**PROBLEM STATEMENT**: List each line of the data that holds the word "Court".
[DATA SHOWN — start]
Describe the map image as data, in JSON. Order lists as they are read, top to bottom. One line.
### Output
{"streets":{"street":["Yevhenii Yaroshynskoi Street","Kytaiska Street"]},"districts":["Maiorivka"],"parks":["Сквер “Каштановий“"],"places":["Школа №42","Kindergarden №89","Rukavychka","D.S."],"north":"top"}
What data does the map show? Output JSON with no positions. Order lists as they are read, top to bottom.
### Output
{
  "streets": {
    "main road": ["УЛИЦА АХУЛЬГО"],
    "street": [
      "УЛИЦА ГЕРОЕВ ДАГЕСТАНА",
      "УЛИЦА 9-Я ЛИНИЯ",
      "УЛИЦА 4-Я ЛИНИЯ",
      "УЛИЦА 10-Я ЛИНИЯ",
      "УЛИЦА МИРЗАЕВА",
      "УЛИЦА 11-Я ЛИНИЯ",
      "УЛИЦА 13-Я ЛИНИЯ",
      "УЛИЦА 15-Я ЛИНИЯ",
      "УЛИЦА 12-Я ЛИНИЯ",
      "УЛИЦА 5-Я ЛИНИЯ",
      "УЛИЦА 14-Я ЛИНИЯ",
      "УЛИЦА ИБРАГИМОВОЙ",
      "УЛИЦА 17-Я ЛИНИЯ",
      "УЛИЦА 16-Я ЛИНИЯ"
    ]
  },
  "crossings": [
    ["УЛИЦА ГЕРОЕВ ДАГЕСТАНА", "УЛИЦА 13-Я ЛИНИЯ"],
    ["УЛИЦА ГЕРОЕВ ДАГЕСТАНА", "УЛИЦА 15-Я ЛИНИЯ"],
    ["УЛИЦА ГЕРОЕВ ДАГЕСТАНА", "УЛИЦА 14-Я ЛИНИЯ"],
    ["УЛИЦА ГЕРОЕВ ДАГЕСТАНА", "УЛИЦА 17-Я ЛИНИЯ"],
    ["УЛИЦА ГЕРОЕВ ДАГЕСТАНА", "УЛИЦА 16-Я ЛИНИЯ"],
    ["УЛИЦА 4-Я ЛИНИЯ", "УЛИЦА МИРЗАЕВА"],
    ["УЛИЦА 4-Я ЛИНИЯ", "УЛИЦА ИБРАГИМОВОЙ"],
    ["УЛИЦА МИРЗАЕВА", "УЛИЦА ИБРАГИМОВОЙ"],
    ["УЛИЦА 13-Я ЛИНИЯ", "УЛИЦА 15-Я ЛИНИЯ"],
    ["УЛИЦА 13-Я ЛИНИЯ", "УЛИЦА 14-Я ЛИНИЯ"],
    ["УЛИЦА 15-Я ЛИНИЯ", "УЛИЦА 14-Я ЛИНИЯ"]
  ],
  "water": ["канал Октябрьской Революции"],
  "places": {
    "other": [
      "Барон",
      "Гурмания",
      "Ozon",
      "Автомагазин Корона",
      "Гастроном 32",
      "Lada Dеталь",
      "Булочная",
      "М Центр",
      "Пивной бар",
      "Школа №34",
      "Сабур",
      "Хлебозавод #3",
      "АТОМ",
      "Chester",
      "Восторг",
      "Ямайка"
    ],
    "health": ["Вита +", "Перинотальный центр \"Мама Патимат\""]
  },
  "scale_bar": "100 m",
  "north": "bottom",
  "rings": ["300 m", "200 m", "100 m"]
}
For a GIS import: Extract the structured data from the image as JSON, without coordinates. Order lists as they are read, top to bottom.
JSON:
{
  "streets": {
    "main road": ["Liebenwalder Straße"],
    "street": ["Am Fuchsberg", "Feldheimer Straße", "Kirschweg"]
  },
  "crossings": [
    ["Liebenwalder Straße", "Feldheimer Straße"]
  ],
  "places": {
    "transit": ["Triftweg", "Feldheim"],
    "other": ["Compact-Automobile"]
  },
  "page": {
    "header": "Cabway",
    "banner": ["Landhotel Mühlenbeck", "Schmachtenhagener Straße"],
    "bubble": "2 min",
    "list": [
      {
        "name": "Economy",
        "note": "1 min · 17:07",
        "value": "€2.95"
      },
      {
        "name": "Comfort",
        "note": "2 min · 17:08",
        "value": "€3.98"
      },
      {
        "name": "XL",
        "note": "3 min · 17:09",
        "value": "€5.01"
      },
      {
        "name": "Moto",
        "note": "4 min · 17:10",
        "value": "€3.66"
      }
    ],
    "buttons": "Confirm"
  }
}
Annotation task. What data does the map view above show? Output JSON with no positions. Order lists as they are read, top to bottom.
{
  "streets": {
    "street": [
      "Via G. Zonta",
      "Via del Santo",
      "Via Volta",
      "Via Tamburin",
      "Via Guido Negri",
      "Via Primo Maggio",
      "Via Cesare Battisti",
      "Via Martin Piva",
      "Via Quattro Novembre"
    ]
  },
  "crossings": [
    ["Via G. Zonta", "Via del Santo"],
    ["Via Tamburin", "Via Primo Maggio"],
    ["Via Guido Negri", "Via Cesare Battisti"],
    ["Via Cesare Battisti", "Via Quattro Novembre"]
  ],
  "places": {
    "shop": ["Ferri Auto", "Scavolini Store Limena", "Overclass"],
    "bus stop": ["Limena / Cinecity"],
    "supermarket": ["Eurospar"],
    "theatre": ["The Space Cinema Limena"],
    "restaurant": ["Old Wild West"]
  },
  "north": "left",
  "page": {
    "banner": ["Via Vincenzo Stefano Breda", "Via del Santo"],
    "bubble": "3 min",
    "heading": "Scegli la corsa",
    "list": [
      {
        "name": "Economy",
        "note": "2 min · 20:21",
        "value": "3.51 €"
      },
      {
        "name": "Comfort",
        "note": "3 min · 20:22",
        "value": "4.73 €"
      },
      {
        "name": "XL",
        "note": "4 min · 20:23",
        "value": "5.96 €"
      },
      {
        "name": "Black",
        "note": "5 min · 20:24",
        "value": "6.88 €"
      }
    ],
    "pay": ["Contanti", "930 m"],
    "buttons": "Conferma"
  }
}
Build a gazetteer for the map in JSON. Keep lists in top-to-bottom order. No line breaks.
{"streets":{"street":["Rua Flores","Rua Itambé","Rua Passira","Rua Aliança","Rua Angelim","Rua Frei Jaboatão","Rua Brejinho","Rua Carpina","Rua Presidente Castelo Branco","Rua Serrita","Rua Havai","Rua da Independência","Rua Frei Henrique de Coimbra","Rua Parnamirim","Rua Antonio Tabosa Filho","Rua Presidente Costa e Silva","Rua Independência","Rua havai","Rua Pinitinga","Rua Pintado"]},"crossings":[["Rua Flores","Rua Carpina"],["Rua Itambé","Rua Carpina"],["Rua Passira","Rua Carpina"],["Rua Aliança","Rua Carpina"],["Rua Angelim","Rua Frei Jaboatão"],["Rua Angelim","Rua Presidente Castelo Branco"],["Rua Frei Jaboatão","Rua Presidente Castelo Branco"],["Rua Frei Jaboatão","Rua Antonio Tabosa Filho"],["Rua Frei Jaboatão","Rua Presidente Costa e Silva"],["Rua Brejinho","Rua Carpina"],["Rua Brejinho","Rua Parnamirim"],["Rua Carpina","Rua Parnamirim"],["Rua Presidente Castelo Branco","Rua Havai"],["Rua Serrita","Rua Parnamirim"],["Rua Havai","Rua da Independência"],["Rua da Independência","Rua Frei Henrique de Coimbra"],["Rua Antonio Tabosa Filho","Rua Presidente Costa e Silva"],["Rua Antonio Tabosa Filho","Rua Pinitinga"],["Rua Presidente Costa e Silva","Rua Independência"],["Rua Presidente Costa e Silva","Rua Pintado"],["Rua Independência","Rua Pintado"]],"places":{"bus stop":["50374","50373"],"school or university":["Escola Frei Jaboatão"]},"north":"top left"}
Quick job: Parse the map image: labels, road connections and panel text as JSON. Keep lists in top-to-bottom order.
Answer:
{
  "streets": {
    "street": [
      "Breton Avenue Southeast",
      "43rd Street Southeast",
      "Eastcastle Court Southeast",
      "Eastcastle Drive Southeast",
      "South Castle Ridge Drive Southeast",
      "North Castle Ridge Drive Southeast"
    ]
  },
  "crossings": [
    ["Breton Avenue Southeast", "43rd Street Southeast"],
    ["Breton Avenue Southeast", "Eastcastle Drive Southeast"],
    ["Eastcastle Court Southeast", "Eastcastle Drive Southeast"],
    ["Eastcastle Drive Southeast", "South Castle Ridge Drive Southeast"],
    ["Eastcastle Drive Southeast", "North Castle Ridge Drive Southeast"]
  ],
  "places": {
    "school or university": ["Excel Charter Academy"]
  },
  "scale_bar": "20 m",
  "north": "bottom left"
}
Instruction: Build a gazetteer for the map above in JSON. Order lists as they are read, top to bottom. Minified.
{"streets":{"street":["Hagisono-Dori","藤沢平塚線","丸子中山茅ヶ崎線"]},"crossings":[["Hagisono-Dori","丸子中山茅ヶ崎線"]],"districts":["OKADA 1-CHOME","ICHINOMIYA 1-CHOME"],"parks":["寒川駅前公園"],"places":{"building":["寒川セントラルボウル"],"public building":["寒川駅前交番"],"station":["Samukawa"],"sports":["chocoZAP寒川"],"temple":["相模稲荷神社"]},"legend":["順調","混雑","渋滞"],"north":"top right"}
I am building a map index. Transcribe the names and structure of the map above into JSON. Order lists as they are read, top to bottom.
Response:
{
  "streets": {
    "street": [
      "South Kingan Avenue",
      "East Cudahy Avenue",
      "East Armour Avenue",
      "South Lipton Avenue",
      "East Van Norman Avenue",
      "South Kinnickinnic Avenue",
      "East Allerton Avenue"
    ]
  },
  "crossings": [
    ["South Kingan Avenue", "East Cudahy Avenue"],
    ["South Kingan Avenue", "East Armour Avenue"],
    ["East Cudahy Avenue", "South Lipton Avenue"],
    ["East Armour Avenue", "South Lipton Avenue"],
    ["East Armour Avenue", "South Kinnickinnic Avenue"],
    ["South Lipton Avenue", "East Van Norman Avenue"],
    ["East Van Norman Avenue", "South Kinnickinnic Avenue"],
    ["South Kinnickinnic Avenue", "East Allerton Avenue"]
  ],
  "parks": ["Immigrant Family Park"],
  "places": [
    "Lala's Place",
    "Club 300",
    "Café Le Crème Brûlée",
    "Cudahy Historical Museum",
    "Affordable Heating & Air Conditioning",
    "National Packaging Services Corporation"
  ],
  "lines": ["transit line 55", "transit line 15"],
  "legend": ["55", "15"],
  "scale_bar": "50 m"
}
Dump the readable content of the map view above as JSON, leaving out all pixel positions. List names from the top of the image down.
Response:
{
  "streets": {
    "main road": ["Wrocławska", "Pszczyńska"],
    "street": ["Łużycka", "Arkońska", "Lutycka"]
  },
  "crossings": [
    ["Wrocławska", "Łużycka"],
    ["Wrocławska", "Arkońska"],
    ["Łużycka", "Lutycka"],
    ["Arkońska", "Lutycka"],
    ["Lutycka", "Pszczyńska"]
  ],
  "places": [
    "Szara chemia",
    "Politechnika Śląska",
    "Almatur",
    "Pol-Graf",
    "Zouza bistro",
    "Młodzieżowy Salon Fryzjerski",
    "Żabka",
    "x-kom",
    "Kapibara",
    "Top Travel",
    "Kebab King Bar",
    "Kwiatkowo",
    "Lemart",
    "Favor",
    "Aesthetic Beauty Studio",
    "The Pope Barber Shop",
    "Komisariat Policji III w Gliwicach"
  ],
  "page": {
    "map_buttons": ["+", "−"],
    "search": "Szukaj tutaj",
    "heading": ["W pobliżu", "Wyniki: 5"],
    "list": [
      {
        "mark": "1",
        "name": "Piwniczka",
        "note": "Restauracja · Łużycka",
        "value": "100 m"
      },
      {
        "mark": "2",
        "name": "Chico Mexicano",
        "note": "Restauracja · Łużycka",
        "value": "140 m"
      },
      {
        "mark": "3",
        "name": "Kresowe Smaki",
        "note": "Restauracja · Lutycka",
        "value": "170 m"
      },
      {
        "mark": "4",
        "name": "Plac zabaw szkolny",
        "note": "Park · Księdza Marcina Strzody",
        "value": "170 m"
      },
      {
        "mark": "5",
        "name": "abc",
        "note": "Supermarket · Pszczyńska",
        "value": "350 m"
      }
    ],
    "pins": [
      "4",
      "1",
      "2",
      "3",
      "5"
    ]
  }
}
[DATA SHOWN — finish]
**ANSWER TO THIS PROBLEM**:
      "Eastcastle Court Southeast",
    ["Eastcastle Court Southeast", "Eastcastle Drive Southeast"],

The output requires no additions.